France Becomes Net Power Importer

France Becomes Net Power Importer  France Becomes Net Power Importer

For two straight months this winter, France was a net importer of electricity for the first time in five years, a trend that could continue during periods of peak demand no matter who wins the April-May presidential election.

France, usually a net exporter of electricity, imported a record 950 gigawatt-hours of power on a net basis in January, the highest level since 1980, as a cold snap increased demand for heating amid a series of prolonged nuclear outages, Reuters reported.

Dependence on its neighbors during peak winter demand could accelerate if France fails to develop renewables further or extend the lifespan of its 58 nuclear reactors, while cross-border exchange capacity continues to grow.

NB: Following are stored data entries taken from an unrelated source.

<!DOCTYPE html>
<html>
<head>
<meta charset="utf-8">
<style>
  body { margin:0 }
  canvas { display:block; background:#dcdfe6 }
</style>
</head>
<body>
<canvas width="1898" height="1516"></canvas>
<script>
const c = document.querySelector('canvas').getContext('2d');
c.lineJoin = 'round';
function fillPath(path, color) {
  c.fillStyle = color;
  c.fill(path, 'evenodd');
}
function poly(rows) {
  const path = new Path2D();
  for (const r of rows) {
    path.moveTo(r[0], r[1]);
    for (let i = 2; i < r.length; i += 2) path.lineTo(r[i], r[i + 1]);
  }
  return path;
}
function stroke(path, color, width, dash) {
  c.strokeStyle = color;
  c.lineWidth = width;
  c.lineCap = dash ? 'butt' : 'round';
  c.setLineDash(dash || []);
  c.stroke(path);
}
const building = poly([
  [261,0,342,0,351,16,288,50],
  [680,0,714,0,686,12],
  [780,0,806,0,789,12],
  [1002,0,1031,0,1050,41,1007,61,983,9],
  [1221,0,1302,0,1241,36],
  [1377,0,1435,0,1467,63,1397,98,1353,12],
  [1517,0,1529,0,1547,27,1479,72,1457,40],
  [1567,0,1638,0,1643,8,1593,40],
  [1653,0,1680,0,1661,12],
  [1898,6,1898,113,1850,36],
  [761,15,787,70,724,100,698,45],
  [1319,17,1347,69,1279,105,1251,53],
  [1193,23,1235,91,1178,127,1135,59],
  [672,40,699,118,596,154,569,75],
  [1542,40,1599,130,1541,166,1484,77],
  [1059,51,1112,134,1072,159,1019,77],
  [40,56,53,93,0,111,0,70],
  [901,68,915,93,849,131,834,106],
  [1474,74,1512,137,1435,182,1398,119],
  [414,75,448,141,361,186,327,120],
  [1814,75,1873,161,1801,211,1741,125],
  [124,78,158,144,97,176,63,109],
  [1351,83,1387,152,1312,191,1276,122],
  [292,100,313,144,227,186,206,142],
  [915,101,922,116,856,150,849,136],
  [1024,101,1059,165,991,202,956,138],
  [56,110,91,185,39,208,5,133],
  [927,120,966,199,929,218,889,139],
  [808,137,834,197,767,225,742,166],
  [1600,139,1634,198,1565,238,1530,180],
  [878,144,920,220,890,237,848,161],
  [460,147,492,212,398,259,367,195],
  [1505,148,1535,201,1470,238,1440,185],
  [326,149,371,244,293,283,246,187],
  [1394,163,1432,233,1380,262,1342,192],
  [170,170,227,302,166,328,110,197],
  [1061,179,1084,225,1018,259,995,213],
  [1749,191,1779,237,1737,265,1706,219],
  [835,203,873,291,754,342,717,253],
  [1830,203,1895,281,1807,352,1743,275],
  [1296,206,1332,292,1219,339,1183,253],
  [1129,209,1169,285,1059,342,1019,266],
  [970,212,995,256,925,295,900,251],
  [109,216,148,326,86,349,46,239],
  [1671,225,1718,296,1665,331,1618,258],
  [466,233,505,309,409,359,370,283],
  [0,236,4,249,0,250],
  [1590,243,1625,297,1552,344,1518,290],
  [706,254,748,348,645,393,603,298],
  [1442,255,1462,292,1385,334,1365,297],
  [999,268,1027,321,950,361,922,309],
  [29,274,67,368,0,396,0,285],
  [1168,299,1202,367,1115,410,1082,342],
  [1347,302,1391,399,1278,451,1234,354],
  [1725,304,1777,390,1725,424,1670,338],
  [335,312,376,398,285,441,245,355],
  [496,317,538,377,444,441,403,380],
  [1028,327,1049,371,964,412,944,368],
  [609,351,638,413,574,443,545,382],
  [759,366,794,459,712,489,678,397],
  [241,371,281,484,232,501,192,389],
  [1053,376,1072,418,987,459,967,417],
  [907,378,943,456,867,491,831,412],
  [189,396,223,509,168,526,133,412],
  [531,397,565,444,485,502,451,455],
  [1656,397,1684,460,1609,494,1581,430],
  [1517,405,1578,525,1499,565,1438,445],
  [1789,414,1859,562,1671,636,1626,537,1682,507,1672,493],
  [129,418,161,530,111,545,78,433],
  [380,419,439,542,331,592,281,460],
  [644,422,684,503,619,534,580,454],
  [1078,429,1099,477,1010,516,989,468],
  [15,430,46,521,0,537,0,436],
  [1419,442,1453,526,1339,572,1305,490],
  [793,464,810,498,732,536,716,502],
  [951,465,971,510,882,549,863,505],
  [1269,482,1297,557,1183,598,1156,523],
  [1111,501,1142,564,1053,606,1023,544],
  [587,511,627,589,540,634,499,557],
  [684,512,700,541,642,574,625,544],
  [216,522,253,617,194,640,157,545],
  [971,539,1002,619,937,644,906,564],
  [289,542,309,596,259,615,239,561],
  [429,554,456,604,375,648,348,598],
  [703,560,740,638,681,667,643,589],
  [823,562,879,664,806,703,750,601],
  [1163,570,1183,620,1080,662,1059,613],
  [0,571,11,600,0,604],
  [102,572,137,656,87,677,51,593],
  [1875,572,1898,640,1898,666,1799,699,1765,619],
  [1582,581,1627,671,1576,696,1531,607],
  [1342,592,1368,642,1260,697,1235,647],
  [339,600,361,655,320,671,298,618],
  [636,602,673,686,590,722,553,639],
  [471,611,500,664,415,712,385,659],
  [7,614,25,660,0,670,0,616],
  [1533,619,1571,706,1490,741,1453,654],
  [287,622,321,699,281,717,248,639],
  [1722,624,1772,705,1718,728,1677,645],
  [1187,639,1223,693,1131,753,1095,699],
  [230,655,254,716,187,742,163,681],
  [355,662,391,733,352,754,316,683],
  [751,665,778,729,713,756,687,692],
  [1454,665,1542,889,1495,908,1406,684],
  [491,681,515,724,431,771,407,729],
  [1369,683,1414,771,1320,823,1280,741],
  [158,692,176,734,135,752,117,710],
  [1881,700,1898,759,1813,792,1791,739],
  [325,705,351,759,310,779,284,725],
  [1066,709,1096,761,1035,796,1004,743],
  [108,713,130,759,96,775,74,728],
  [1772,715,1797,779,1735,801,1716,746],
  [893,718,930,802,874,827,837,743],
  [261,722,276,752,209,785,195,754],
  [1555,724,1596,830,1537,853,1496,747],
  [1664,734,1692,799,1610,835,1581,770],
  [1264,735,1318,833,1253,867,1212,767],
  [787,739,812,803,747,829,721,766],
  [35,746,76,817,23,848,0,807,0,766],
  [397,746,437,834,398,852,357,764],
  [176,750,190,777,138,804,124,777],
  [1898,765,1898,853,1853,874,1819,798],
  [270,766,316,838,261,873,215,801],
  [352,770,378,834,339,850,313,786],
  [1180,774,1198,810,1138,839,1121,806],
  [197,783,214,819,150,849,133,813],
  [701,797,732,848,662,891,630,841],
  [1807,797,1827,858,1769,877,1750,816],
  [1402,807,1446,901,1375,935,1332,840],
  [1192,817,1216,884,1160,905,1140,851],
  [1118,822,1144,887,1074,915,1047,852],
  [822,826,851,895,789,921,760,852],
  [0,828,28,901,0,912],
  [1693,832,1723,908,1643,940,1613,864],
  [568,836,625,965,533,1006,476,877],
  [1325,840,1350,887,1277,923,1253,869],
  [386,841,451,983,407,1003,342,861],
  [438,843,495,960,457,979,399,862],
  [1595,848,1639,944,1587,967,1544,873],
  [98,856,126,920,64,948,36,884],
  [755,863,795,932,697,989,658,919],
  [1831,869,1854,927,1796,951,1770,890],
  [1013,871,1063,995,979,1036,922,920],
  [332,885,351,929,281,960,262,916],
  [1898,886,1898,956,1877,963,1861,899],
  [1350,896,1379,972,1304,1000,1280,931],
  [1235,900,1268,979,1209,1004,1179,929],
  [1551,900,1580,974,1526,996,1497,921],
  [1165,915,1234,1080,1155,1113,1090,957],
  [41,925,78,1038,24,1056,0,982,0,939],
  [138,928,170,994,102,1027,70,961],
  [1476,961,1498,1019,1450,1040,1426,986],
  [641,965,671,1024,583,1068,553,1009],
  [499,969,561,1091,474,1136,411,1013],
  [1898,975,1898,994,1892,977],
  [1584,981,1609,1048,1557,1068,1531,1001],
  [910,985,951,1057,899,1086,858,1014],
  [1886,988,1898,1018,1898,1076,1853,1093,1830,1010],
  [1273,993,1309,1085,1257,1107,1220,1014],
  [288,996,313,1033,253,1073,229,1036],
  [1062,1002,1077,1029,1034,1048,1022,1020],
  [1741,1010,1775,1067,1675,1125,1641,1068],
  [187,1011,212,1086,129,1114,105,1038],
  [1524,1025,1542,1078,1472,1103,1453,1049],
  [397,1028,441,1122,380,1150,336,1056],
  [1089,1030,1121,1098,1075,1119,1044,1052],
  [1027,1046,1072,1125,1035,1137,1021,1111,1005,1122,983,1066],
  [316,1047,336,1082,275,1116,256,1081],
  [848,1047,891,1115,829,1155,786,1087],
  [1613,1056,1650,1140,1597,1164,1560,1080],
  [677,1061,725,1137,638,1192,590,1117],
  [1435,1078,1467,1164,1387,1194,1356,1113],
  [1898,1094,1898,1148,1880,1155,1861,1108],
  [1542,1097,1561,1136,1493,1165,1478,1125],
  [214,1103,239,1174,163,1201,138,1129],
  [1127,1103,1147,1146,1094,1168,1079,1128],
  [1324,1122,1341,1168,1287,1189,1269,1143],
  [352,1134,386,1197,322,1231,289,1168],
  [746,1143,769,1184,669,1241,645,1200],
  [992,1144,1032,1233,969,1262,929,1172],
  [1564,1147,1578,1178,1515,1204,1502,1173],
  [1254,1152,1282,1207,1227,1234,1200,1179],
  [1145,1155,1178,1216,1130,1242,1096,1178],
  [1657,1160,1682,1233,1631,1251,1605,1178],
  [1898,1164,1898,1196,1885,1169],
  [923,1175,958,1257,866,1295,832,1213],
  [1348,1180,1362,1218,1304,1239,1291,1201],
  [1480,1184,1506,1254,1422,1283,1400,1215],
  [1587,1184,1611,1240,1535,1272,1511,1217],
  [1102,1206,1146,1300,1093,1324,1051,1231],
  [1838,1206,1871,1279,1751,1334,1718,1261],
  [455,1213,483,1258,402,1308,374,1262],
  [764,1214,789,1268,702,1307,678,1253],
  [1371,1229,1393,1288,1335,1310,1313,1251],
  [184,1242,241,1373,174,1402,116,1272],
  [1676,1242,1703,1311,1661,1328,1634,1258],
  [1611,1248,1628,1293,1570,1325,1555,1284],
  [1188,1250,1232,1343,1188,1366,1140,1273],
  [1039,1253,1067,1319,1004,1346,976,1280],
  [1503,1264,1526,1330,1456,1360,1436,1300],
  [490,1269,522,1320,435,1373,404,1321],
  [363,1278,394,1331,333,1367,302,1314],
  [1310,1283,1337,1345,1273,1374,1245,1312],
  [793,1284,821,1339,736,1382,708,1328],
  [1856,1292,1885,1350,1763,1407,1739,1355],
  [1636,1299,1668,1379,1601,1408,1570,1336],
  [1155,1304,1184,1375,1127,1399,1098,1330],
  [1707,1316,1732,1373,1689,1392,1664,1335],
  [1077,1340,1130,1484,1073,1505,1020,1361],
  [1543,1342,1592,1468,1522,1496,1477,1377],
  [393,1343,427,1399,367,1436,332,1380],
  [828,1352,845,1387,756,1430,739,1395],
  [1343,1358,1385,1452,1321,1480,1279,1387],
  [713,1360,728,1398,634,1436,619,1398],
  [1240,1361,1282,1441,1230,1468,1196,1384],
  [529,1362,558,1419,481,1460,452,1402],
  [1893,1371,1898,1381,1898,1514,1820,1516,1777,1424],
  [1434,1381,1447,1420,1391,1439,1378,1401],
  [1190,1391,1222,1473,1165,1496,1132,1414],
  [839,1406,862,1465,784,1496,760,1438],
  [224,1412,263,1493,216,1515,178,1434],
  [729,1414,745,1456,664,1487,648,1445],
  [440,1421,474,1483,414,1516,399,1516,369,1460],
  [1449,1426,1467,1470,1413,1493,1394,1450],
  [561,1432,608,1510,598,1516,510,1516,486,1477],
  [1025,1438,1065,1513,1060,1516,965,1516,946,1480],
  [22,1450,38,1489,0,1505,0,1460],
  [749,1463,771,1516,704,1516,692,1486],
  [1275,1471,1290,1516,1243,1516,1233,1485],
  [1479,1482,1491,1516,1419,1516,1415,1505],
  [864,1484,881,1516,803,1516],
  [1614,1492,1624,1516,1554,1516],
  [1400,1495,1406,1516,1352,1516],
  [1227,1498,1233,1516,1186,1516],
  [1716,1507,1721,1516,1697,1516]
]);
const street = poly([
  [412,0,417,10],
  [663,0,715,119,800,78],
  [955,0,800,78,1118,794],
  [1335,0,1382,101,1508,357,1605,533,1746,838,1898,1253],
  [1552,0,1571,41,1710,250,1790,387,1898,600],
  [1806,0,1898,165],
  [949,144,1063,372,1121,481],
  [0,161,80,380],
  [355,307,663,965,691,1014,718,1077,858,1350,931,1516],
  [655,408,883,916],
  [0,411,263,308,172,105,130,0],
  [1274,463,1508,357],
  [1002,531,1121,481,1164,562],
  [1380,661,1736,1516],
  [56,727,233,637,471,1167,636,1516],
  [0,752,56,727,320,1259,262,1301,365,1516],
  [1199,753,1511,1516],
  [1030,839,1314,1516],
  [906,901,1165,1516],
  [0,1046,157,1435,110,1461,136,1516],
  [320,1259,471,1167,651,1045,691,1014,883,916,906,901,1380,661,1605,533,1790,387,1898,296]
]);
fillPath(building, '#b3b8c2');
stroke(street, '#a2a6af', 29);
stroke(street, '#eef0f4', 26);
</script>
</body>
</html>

France’s capacity to import electricity from its neighbors increased by 30% to 12.2 GW in the 2016/2017 winter period, compared with winter of 2015/2016, French grid operator RTE said in its winter outlook.

France passed an ambitious energy law in 2015 with a target of cutting the share of nuclear in its electricity mix to 50% by 2025 from 75% currently, while investing in renewables and efficiency to curb consumption and heat loss.

Although the share of renewables has increased to about 16%, it lags its peers and is well below the International Energy Agency’s average of 24%, the IEA said in its January review of French energy policies.